Will das Tatgericht dem Gutachten eines Sachverständigen folgen, muss es dies zunächst angegeben und dann in der Regel die wesentlichen Anknüpfungstatsachen und Ausführungen des Gutachters so darlegen, dass das Rechtsmittelgericht überprüfen kann, ob die Beweiswürdigung auf einer tragfähigen Tatsachengrundlage beruht und ob die Schlussfolgerungen nach den Gesetzen, den Erkenntnissen. der Wissenschaft und den Erfahrungssätzen des täglichen Lebens möglich sind (vgl. BGH StV 2014, 587; NStZ 2013, 420; OLG Frankfurt am Main -1 Ss 200/15-; -2 Ss 32/15-). Will sich der Tatrichter dem Ergebnis eines zur Blutalkoholkonzentration eingeholten Sachverständigengutachtens ohne Angabe eigener Erwägungen anschließen, so müssen in den Urteilsgründen die Berechnungsgrundlagen so wiedergegeben werden, dass das Revisionsgericht überprüfen kann, ob der Blutalkoholwert zutreffend ermittelt worden ist (vgl. OLG Frankfurt am Main -3 Ss 63/14-). Für die Bestimmung des Blutalkoholgehalts bedeutet dies, dass im Urteil grundsätzlich Angaben über den Zeitpunkt der Tat, über den Zeitpunkt der Blutentnahme, über den Blutalkoholgehalt zur Zeit der Entnahme und über den zugrunde gelegten Rückrechnungswert enthalten sein müssen (vgl. OLG Frankfurt am Main -3 Ss 342/15-; -3 Ss 34/09- Fischer, StGB, 62. Auflage, § 316 Rn. 16a).

Diesen Anforderungen genügt das angefochtene Urteil nicht.

Es fehlt sowohl an der Mitteilung, ob ein Sachverständigengutachten eingeholt wurde, als auch an der Angabe des Entnahmezeitpunktes, des Blutalkoholgehaltes zur Entnahmezeit und der für die Berechnung der Mindest- bzw. der Maximalblutalkoholkonzentration zugrunde gelegten Rückrechnungswerte.

Auch sonst fehlen jegliche Angaben dazu, worauf das Gericht den festgestellten Blutalkoholwert stützt.

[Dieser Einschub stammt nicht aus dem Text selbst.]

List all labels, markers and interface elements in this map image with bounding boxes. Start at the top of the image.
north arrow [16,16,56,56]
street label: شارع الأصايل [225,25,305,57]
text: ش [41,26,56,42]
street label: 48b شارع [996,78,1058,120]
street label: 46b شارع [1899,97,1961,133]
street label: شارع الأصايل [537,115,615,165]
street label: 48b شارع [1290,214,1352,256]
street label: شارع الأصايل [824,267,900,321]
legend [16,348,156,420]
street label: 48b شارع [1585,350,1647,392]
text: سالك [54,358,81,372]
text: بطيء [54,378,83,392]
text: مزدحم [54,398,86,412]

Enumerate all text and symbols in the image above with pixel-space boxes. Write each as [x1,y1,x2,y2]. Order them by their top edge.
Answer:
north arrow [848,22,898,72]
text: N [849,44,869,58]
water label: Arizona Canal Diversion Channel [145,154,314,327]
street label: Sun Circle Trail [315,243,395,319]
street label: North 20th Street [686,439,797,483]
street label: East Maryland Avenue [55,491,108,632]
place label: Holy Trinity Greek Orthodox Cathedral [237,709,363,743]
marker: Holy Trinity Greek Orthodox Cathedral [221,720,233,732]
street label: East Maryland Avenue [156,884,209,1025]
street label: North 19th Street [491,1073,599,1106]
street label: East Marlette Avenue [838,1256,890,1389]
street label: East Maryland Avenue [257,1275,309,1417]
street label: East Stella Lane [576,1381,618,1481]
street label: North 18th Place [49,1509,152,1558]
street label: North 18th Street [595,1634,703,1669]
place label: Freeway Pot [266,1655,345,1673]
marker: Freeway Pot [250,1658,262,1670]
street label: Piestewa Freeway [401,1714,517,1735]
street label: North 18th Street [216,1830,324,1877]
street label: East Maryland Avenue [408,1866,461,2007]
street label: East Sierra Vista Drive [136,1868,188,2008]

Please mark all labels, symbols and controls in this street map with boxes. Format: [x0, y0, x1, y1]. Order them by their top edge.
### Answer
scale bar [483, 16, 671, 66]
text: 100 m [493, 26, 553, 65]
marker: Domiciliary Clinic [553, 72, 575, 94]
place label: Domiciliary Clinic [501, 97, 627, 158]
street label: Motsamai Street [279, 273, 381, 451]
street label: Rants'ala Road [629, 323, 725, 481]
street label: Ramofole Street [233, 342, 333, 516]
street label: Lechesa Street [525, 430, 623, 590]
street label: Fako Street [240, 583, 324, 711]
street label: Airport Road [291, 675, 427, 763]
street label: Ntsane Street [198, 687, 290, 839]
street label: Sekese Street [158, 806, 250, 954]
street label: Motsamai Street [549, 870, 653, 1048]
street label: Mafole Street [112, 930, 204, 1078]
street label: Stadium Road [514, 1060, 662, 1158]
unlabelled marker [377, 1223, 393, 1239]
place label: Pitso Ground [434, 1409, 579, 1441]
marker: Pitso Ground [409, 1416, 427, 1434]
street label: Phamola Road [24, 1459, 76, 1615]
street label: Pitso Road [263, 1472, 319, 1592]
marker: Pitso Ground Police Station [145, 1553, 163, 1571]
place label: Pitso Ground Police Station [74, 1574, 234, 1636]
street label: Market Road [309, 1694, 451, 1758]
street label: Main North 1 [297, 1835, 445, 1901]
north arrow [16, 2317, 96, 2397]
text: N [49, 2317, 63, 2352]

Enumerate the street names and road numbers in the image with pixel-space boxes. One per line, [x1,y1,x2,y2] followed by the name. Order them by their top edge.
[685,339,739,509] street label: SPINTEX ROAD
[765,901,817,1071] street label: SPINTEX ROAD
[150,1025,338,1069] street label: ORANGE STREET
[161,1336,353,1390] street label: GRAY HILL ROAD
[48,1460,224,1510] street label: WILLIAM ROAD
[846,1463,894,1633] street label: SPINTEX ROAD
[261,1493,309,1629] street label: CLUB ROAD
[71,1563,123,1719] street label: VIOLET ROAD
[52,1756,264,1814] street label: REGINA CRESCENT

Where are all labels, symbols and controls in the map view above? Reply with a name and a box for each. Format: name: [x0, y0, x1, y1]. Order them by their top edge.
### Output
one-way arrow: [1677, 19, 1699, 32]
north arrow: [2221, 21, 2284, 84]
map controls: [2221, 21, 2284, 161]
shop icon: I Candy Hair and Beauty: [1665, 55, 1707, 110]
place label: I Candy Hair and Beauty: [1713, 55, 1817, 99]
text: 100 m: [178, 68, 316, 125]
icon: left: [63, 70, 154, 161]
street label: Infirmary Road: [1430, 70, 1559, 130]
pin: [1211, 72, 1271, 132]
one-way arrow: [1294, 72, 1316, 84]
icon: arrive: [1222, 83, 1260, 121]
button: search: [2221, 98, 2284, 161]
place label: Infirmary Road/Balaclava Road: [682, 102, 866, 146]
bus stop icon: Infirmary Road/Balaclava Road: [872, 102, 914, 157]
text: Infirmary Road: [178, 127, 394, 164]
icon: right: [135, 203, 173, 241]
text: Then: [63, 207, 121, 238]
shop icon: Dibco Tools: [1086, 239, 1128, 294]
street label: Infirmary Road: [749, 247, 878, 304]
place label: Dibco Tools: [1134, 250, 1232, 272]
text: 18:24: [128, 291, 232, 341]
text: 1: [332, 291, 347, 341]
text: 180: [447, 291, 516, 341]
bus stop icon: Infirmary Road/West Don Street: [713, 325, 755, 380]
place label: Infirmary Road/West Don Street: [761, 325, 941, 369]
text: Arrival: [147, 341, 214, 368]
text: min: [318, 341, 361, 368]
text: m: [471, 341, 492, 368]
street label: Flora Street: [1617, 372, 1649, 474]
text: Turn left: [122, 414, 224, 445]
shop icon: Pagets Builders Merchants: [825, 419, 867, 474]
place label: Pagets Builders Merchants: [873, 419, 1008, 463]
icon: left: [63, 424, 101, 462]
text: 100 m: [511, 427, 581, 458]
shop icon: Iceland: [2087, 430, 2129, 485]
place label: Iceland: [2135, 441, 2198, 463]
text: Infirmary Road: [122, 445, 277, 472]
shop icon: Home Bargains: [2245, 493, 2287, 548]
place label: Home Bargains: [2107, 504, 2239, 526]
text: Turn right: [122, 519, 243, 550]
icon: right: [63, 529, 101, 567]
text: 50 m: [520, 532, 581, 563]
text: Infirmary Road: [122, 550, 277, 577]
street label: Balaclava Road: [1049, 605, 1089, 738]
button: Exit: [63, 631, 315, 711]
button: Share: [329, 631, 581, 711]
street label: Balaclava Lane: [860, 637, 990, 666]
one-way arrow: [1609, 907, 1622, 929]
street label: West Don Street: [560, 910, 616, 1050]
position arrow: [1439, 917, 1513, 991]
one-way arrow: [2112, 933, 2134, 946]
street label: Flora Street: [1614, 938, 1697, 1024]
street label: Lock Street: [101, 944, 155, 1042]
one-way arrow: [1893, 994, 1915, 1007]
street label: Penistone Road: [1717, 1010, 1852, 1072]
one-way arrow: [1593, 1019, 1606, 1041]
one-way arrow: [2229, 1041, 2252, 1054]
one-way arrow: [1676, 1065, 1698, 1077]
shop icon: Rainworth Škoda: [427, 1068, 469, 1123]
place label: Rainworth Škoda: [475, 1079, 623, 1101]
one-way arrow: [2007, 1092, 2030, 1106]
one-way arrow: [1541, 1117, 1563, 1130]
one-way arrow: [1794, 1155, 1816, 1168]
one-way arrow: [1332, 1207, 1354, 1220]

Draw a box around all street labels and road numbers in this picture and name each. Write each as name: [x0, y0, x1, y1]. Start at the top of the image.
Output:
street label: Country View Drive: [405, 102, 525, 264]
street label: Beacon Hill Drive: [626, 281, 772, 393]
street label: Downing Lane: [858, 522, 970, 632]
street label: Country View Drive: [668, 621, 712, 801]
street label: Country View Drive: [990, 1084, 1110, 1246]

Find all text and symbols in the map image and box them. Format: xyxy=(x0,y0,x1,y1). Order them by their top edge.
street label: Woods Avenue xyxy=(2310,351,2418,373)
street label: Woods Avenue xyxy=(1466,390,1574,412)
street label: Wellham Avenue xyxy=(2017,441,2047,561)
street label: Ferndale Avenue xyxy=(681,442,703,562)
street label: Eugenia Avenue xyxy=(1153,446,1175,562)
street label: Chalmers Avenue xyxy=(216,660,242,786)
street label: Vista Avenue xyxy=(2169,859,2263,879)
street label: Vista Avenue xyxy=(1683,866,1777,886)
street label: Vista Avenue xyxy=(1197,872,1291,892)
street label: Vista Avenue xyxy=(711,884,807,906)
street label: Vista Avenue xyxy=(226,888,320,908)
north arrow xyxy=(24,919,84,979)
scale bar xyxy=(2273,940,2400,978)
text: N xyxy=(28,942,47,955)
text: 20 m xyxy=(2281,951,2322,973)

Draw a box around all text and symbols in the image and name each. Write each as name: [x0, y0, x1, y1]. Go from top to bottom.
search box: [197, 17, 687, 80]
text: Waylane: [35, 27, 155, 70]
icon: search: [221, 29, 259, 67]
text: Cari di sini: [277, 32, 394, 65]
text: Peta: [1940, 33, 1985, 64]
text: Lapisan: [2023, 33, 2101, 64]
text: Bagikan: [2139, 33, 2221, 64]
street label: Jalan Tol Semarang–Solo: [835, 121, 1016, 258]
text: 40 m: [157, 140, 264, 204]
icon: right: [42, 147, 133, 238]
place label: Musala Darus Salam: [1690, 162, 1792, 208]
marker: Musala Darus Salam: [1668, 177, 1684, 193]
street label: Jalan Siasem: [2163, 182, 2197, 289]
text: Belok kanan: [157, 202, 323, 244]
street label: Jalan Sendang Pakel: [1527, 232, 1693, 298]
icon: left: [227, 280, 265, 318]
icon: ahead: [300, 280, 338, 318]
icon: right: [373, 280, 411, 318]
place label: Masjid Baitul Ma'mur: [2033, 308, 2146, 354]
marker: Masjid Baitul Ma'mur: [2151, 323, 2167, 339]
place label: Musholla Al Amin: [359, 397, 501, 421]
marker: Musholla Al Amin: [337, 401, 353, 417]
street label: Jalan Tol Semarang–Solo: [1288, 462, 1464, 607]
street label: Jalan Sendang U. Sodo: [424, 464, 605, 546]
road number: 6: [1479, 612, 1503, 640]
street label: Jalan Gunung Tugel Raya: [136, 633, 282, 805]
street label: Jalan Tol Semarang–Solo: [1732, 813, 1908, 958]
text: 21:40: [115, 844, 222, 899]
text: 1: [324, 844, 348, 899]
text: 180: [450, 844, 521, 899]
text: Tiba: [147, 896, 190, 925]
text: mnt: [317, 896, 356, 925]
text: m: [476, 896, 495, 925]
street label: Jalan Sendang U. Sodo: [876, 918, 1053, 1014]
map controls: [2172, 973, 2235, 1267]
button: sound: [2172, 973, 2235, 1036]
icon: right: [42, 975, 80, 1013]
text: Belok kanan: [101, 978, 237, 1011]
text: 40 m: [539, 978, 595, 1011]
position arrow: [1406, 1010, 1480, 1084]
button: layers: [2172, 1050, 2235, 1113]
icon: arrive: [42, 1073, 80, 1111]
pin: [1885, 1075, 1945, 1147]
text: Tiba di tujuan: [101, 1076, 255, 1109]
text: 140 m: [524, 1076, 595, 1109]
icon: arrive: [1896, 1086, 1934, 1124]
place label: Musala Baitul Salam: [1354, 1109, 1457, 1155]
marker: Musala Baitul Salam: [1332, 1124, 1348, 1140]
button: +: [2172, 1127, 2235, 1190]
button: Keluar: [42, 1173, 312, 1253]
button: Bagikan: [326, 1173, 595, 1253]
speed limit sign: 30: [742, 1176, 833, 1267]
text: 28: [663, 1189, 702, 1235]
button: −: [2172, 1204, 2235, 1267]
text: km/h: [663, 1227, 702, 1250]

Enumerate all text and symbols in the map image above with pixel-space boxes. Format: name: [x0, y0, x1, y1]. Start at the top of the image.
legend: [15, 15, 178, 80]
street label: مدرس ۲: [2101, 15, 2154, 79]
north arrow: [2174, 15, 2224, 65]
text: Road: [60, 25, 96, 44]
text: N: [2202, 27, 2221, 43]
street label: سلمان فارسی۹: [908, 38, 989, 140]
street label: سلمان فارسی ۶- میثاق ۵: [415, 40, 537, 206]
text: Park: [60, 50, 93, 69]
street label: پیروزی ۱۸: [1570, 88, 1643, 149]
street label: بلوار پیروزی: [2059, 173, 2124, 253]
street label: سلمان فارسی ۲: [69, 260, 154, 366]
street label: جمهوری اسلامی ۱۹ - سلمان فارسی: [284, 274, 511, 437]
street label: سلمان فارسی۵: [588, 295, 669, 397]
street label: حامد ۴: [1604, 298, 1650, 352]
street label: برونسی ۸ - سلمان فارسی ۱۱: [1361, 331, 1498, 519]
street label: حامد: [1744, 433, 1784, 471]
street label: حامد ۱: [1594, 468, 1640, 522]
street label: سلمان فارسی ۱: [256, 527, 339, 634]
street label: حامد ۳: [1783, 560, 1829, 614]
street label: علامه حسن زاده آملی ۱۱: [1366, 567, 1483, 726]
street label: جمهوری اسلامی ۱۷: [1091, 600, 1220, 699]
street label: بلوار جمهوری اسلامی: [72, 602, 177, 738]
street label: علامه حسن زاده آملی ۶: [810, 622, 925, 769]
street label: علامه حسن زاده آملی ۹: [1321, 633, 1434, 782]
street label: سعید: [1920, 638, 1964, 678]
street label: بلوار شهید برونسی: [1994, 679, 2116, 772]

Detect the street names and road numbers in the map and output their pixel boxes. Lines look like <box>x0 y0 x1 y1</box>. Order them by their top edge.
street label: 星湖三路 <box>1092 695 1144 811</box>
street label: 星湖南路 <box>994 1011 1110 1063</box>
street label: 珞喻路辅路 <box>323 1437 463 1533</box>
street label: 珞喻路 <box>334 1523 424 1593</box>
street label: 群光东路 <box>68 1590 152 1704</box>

Für das Revisionsgericht ist daher nicht nachvollziehbar; ob das Tatgericht die Mindest- und Maximalblutalkoholkonzentration zutreffend ermittelt hat.

Da es an jeglichen Anknüpfungspunkten für eine Berechnung der Blutalkoholkonzentration fehlt, kann auch nicht ausgeschlossen werden, dass das angefochtene Urteil, mit dem der Angeklagte wegen fahrlässiger Trunkenheit im Verkehr verurteilt wurde, auf dem aufgezeigten Darlegungsmangel beruht (§ 337 StPO).

Ein Ausnahmefall, bei dem das Messergebnis in keiner Weise in Zweifel gezogen wird, ist hier nicht gegeben, da der Angeklagte seine Fahrereigenschaft in Abrede stellt und das Urteil insgesamt angreift (RB S.1 ff).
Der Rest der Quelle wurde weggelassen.